§ **Work instructions**
Report every line below that holds the word "canvas".

§ **Data excerpts**
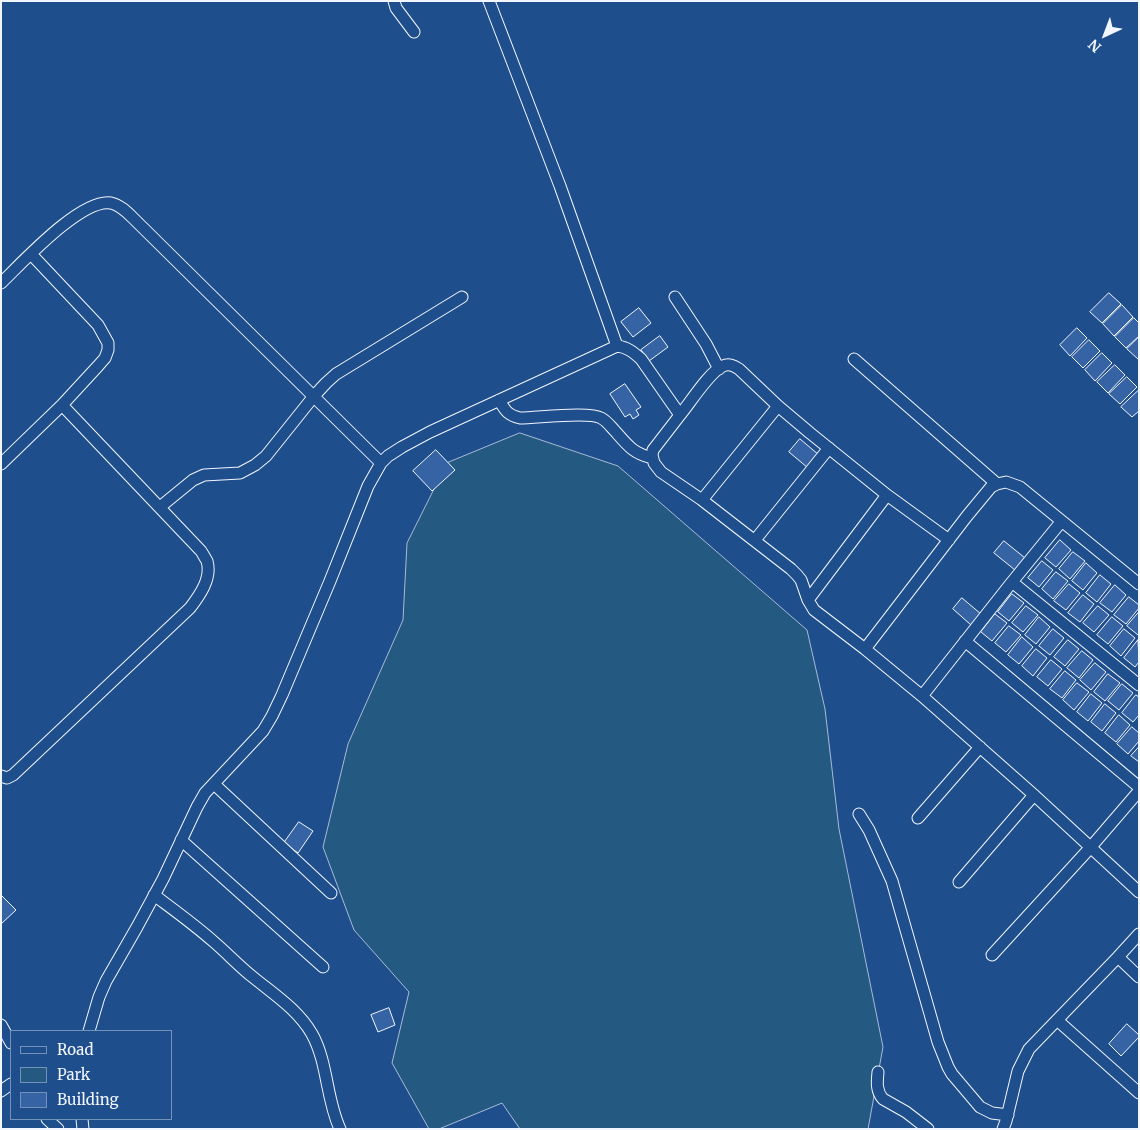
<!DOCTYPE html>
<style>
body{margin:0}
#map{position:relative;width:1140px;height:1130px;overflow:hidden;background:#1f4e8c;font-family:Merriweather,serif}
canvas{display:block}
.frame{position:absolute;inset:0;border:2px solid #f2f6ff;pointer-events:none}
.legend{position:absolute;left:10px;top:1030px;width:162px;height:90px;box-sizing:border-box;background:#1f4e8c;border:1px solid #7391ba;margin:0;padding:6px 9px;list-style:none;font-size:15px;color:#f2f6ff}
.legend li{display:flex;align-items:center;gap:10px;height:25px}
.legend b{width:25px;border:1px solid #7391ba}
.north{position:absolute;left:1080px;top:10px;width:50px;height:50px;-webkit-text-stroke:4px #1f4e8c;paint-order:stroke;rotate:223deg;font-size:14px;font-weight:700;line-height:20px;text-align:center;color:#f2f6ff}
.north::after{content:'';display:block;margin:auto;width:18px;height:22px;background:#f2f6ff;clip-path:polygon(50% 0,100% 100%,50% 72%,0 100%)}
</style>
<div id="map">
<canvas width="1140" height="1130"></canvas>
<div class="frame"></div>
<ul class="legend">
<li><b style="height:6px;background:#1f4e8c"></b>Road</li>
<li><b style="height:14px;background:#245a82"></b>Park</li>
<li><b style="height:14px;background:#3563a3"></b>Building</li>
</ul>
<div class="north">N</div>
</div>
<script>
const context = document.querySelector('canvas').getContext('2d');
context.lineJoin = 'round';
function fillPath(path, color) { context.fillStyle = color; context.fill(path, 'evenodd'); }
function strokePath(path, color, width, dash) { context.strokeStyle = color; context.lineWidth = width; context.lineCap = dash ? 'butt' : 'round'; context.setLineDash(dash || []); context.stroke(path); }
const green = new Path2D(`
 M 520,433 L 618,466 L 807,630 L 825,709 L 839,829 L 883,1047 L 868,1129 L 520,1129 L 502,1103 L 439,1129 L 429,1129 L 392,1063 L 409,992 L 354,930 L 323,847 L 348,744 L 403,620 L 407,543 L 447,463 Z`);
fillPath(green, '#245a82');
strokePath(green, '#a8bbd7', 1);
const building = new Path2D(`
 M 1109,293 L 1121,304 L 1102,323 L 1090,312 Z
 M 1122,305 L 1133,317 L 1114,336 L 1103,324 Z
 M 639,308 L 651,323 L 633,337 L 621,322 Z
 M 1134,318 L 1139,323 L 1139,336 L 1126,348 L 1115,337 Z
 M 1077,328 L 1087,338 L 1070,356 L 1060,345 Z
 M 660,336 L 668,347 L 649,361 L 641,350 Z
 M 1139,337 L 1139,360 L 1127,349 Z
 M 1089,340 L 1100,351 L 1083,368 L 1072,357 Z
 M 1102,353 L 1112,363 L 1095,381 L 1085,370 Z
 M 1115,365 L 1125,375 L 1108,393 L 1097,382 Z
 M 1127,377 L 1137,387 L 1120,404 L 1109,394 Z
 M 625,384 L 641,407 L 636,410 L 639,415 L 633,419 L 630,414 L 625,417 L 610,394 Z
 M 1139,390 L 1139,411 L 1132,417 L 1121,407 Z
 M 800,439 L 819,455 L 808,468 L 789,452 Z
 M 436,450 L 455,470 L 432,491 L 413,471 Z
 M 1060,540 L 1071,550 L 1056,567 L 1045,558 Z
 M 1004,541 L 1025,558 L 1015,570 L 994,553 Z
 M 1073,552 L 1085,561 L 1070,579 L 1059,569 Z
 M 1042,561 L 1053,570 L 1039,587 L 1028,578 Z
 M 1086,563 L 1097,573 L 1083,590 L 1072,581 Z
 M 1056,572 L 1068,581 L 1053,599 L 1042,589 Z
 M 1100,575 L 1111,584 L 1097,602 L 1086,593 Z
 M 1069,584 L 1080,593 L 1066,610 L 1054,601 Z
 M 1115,585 L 1126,595 L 1112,612 L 1100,603 Z
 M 1012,594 L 1024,603 L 1009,621 L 998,612 Z
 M 1083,595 L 1094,604 L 1080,622 L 1068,613 Z
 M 1129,597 L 1139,605 L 1139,608 L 1126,624 L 1114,615 Z
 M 962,598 L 981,614 L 971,625 L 953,609 Z
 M 1026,606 L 1038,615 L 1023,632 L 1012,623 Z
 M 1098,606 L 1109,615 L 1094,632 L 1083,623 Z
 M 1139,612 L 1139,635 L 1138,635 L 1127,626 Z
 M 995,614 L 1007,623 L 992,641 L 981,632 Z
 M 1039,617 L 1050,627 L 1036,644 L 1025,635 Z
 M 1112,617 L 1123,626 L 1108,644 L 1097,635 Z
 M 1009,626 L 1021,635 L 1006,652 L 995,643 Z
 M 1053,629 L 1064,638 L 1050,655 L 1039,646 Z
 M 1124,629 L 1135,638 L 1121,656 L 1110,646 Z
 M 1022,637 L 1033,647 L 1019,664 L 1008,655 Z
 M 1068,640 L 1079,649 L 1065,666 L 1054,657 Z
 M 1138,640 L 1139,662 L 1135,667 L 1124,658 Z
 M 1036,649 L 1047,658 L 1033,676 L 1022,666 Z
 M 1082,651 L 1093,660 L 1079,678 L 1067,668 Z
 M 1051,660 L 1062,669 L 1048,686 L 1037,677 Z
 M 1095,663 L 1106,672 L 1091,690 L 1080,680 Z
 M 1065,671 L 1076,680 L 1062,698 L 1050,689 Z
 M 1108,674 L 1120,683 L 1105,701 L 1094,692 Z
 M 1077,683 L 1089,692 L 1074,710 L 1063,700 Z
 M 1122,684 L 1133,693 L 1119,710 L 1108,701 Z
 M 1091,694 L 1102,703 L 1088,721 L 1077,712 Z
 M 1136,695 L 1139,697 L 1139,715 L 1133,722 L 1122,713 Z
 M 1105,704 L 1116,713 L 1102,731 L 1091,722 Z
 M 1119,715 L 1130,725 L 1116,742 L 1105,733 Z
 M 1132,727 L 1139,733 L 1139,741 L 1128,754 L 1117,744 Z
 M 1139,747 L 1139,762 L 1131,756 Z
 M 299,822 L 313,831 L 298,853 L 284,843 Z
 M 1,895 L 16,910 L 1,924 Z
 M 389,1008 L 395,1025 L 378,1032 L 371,1015 Z
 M 1127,1024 L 1139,1035 L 1139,1037 L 1121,1056 L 1109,1044 Z`);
fillPath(building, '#3563a3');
strokePath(building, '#f2f6ff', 1);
const minor = new Path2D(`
 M 394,1 L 396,8 L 414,32
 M 489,1 L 560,186 L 617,346
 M 1,283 C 22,263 81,198 111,203 C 120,205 127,212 133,218 L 381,463
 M 675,297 L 706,344 L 719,369
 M 854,359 L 997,484
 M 499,400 C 505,410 507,415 520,418 C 537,418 589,411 601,418 C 607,421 611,427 615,431 C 628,446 633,453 652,458
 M 680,415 C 690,403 710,371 723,366 C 729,363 734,366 739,369 L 778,406 L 810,433 L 887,495 L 949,540
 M 1,464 L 62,405 L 98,366 L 105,358 L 108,350 L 108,343 L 98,325 L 31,254
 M 702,500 L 778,406
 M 160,507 L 193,480 L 204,475 L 240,473 L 255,465 L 266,456 L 314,396 L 326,383 L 336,374 L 462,297
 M 1061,522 L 1012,582 L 1139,685
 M 755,540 L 829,448
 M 808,600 L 887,495
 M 965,641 L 1139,787
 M 865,649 L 967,516 L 991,487 L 997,484 L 1006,482 L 1020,487 L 1139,584
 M 922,696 L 1012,582
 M 1,776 L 7,778 L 13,775 L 190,608 C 200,595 212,578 207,561 C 205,558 203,554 201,551 L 62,405
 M 214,784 L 331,893
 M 859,814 L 869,830 L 892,881 L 938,1042 L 948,1067 L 952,1074 L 980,1107 L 992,1113 L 1008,1115
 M 918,818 L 980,747
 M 181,840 L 323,967
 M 959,882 L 1034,795
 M 154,895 C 174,910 195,925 214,942 C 228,954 240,967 254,978 C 275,995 298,1010 312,1034 C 328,1063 326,1099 340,1129
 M 992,955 L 1090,848 L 1139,791
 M 1118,957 L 1139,977
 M 1057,1020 L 1139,1093
 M 1,1025 L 11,1043
 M 89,1031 L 99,997 L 106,981 L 137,927 L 163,879 L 197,807 L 205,793 L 263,731 L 272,716 L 282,695 L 330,581 L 368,486 L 381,463 L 388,456 L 402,447 L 430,432 L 617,346 C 627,347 633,352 641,359 L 680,415 L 653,450 L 652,455 L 654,463 L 661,472 L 702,500 L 791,569 L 797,575 L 801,580 L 808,600 L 814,610 L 865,649 L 922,696 L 1034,795 L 1139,892
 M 878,1072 C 877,1082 876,1091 883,1099 L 906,1112 L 928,1129
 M 1,1091 L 11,1084
 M 47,1119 L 58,1129
 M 82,1119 L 83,1129
 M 1003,1129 L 1006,1121 L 1018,1071 L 1029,1049 L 1118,957 L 1139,934`);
strokePath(minor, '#f2f6ff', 13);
strokePath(minor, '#1f4e8c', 11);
</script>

§ **Result for this exercise**
canvas{display:block}
<canvas width="1140" height="1130"></canvas>
const context = document.querySelector('canvas').getContext('2d');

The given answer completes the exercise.